Chabot eut un sourire morose qui, pour un instant, rappela à Maigret son camarade d’antan.
— C’est vrai. Je te parle comme si tu étais d’ici. Tu as vu Vernoux. Il est plus hobereau que tous les hobereaux de la contrée. Quant à sa femme et la sœur de sa femme, elles semblent lutter d’ingéniosité pour se rendre odieuses au commun des mortels. Tout cela constitue un clan.
— Et ce clan ne fréquente qu’un petit nombre de gens.
Chabot rougit pour la seconde fois ce soir-là.
— Fatalement, murmura-t-il, un peu comme un coupable.
— De sorte que les Vernoux, les Courçon et leurs amis deviennent, dans la ville, un monde à part.
— Tu as deviné. De par ma situation, je suis obligé de les voir. Et, au fond, ils ne sont pas aussi odieux qu’ils paraissent. Hubert Vernoux, par exemple, est en réalité, je le jurerais, un homme accablé de soucis. Il a été très riche. Il l’est moins et je me demande même s’il l’est encore, car, depuis que la plupart des fermiers sont devenus propriétaires, le commerce de la terre n’est plus ce qu’il était, Hubert est écrasé de charges, se doit d’entretenir tous les siens. Quant à Alain, que je connais mieux, c’est un garçon hanté par une idée fixe.
— Laquelle ?
— Il est préférable que tu le saches. Tu sauras du même coup pourquoi, tout à l’heure, dans la rue, lui et moi avons échangé un regard inquiet. Je t’ai dit que le père d’Hubert Vernoux est mort du delirium tremens. Du côté de la mère, c’est-à-dire des Courçon, les antécédents ne sont pas meilleurs. Le vieux Courçon s’est suicidé dans des circonstances assez mystérieuses que l’on a tenues secrètes. Hubert avait un frère, Basile, dont on ne parle jamais, et qui s’est tué à l’âge de dix-sept ans. Il paraît que, si loin qu’on remonte, on trouve des fous ou des excentriques dans la famille.

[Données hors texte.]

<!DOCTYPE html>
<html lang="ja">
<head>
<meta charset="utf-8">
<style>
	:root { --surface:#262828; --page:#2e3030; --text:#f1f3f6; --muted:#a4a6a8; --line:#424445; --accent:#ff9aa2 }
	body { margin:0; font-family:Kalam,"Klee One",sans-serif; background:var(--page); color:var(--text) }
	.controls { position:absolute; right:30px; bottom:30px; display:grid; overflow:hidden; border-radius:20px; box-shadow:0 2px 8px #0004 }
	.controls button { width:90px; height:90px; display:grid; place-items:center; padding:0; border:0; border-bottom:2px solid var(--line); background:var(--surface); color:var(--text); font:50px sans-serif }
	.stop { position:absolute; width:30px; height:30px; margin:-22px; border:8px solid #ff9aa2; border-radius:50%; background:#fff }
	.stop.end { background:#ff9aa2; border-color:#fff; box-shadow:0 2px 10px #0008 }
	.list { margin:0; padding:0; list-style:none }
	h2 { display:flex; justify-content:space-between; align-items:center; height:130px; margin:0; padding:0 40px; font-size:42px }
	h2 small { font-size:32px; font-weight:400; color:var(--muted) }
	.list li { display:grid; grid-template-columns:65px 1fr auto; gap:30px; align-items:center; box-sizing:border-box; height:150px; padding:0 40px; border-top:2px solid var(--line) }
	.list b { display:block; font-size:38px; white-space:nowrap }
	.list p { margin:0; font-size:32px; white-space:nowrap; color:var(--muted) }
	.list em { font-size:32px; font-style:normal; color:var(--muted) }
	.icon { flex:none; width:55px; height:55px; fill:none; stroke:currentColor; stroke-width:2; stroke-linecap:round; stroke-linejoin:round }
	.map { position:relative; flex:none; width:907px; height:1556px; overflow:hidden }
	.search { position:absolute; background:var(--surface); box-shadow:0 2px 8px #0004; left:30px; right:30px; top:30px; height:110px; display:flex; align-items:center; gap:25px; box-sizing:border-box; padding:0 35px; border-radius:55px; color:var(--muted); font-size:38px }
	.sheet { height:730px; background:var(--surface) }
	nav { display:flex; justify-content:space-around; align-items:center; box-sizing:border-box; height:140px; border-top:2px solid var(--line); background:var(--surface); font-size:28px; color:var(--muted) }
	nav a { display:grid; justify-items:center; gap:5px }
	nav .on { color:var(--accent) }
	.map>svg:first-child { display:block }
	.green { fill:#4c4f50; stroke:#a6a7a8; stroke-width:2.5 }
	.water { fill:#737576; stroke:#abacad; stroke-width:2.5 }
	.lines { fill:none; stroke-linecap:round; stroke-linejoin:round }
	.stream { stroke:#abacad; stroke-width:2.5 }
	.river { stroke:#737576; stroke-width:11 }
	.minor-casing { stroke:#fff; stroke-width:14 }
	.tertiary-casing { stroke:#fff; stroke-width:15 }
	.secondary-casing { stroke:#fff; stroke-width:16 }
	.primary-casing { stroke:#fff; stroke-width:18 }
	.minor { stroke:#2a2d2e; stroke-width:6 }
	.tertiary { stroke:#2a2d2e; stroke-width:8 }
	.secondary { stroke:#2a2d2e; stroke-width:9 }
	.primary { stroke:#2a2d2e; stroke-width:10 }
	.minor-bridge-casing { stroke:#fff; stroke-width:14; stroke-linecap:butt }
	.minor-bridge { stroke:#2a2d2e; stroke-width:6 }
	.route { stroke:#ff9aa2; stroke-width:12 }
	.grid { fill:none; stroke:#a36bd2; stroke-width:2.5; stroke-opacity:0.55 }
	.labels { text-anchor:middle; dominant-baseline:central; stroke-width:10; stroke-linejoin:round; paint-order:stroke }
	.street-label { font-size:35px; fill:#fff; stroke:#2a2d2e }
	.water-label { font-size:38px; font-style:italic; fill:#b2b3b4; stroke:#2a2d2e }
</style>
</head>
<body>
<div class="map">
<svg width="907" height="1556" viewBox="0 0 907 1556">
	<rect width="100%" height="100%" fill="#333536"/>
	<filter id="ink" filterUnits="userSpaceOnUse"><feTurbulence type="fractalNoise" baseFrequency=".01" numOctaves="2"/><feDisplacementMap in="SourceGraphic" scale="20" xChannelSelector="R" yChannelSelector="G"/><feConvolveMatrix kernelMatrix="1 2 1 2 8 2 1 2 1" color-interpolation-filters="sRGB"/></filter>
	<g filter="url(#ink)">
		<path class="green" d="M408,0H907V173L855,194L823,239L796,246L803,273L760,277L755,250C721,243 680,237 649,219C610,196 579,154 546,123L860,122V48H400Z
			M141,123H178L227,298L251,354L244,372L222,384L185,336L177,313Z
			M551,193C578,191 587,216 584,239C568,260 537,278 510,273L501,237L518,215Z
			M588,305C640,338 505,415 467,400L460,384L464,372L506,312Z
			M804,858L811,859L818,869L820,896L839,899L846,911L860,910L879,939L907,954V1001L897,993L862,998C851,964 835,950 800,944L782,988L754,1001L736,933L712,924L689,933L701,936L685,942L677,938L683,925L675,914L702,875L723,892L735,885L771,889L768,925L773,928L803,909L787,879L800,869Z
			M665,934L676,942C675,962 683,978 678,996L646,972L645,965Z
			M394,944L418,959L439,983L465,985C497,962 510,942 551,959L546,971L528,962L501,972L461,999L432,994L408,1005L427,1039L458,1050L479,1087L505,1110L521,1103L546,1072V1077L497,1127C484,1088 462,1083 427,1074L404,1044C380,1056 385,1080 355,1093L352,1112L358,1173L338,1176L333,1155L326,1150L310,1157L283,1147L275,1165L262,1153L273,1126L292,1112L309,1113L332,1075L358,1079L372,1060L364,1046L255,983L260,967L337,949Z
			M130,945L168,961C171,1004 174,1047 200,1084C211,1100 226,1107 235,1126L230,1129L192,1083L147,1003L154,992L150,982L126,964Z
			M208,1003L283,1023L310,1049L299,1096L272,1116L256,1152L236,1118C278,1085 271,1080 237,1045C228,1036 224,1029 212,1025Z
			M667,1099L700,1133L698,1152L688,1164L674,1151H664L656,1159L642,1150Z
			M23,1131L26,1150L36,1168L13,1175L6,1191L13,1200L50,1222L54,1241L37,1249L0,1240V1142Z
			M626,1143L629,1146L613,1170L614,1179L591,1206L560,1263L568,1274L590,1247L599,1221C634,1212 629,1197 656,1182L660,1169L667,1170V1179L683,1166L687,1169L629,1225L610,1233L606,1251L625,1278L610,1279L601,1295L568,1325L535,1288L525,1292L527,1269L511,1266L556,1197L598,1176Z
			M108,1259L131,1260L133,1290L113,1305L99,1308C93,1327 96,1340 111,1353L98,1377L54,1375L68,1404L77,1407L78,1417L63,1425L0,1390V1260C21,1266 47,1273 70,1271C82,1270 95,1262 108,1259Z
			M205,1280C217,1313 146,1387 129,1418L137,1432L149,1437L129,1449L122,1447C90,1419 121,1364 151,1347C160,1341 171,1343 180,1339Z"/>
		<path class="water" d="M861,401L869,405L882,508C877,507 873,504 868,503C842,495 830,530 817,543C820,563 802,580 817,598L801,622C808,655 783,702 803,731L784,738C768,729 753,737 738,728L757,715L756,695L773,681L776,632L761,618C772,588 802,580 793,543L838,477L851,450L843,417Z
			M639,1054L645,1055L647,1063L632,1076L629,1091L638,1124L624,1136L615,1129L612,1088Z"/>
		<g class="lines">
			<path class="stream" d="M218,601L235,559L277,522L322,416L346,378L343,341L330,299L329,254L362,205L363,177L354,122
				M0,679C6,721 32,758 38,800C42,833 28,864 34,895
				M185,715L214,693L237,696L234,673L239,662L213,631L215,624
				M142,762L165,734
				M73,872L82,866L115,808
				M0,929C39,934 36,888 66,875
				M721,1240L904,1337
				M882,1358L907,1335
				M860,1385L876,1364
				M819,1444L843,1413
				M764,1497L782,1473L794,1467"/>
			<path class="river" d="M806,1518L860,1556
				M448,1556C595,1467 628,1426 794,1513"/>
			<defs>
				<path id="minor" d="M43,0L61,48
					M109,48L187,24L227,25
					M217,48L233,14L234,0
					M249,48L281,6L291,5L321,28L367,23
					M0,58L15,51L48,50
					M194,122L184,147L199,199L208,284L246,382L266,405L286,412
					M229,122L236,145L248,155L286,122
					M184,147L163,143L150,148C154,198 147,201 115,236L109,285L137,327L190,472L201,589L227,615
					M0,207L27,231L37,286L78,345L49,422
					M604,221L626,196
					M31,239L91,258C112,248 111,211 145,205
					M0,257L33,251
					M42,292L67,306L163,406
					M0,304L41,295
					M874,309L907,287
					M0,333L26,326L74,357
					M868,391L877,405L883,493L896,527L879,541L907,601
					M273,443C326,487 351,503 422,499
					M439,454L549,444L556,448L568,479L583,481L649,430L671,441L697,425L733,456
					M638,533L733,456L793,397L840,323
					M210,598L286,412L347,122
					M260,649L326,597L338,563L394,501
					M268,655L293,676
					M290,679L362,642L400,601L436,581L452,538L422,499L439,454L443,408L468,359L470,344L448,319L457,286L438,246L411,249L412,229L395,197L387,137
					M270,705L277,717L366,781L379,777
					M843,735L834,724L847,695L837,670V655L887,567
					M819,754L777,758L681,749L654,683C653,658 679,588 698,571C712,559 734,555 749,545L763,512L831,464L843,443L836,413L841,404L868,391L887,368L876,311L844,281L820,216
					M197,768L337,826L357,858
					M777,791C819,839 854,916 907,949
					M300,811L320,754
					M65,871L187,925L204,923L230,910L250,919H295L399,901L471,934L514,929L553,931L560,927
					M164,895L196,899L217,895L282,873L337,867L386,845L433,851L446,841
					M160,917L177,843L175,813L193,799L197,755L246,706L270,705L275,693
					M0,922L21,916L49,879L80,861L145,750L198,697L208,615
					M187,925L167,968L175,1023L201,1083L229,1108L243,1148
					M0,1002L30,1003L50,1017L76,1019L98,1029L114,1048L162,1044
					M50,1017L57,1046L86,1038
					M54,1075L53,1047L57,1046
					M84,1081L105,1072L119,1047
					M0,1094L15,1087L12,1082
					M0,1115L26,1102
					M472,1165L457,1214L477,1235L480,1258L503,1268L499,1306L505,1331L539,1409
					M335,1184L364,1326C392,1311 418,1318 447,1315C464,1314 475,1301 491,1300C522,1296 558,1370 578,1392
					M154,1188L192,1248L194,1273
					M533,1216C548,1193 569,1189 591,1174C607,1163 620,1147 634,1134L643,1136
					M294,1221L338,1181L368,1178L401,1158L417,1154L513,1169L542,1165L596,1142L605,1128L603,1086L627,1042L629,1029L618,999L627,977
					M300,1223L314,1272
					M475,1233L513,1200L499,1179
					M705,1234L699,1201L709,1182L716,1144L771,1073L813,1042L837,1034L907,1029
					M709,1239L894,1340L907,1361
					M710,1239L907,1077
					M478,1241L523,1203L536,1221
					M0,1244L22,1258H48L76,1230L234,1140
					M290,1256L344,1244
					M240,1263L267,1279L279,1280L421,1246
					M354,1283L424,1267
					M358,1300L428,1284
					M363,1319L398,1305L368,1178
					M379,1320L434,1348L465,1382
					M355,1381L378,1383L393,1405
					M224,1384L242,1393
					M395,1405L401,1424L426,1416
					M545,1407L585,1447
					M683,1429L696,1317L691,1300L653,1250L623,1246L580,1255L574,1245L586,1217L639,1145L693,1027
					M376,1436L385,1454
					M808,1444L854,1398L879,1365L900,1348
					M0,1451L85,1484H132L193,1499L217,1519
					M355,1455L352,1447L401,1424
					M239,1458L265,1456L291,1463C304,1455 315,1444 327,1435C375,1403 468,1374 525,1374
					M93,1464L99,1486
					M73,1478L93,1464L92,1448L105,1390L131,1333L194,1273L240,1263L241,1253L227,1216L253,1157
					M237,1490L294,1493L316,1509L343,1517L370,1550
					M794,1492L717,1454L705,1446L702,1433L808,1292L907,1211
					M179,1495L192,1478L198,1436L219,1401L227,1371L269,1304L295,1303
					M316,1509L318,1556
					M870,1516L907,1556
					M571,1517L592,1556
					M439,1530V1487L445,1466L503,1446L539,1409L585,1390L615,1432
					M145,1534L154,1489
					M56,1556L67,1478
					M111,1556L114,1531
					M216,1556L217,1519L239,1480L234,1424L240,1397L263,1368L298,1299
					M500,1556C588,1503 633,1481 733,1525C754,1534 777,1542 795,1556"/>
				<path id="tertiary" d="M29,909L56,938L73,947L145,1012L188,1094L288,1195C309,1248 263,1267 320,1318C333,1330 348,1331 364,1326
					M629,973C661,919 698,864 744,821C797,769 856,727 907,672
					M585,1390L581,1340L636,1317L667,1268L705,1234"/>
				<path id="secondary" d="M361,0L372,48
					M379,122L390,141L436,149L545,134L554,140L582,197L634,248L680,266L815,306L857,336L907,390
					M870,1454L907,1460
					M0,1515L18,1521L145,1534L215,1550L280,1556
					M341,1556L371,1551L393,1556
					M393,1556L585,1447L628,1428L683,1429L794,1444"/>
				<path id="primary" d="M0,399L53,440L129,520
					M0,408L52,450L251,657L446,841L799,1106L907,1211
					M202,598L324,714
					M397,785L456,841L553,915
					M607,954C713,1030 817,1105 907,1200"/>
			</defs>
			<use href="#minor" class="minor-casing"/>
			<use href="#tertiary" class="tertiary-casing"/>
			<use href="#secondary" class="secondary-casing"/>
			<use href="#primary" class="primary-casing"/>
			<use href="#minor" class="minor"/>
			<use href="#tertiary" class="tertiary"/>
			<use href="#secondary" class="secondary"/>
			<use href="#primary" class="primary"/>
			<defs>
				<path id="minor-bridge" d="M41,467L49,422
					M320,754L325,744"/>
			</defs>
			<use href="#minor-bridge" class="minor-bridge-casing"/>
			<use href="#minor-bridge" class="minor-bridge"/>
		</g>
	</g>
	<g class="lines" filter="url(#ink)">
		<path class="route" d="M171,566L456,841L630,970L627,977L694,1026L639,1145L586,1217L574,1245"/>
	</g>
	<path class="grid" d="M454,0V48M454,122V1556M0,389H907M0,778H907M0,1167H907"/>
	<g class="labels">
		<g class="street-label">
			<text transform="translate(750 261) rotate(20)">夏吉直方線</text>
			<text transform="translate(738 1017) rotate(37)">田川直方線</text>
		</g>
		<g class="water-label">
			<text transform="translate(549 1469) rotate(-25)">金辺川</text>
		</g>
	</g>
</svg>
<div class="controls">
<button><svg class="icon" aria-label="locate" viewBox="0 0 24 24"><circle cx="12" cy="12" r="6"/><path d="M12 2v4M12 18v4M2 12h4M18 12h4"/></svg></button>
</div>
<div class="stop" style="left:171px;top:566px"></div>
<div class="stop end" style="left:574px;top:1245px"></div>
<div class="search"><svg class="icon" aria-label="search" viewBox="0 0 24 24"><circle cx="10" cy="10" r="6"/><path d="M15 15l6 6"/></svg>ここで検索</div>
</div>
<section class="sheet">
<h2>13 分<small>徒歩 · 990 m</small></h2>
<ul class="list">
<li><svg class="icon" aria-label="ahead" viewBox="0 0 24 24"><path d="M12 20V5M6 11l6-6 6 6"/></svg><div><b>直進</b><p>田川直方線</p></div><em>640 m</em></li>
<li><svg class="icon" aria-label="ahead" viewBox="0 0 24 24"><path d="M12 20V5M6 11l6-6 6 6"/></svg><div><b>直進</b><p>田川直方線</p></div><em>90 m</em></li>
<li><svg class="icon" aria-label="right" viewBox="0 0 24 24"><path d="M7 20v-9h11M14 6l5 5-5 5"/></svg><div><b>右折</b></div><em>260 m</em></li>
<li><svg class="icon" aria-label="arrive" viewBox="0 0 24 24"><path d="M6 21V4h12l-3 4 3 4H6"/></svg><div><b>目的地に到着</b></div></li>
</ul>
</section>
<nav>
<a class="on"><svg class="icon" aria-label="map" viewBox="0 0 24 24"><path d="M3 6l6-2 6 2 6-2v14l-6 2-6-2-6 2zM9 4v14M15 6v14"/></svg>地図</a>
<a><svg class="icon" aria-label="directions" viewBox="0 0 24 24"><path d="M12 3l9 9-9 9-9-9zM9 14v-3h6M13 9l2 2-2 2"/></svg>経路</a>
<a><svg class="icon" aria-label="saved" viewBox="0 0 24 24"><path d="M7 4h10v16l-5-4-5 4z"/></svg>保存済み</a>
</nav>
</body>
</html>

Maigret écoutait en fumant sa pipe à bouffées paresseuses, trempant parfois les lèvres dans son verre.
— C’est la raison pour laquelle Alain a étudié la médecine et est entré comme interne à Sainte-Anne. On prétend, et c’est plausible, que la plupart des médecins se spécialisent dans les maladies dont ils se croient menacés.
» Alain est hanté par l’idée qu’il appartient à une famille de fous. D’après lui, Lucile, sa tante, est à moitié folle. Il ne me l’a pas dit, mais je suis persuadé qu’il épie, non seulement son père et sa mère, mais ses propres enfants.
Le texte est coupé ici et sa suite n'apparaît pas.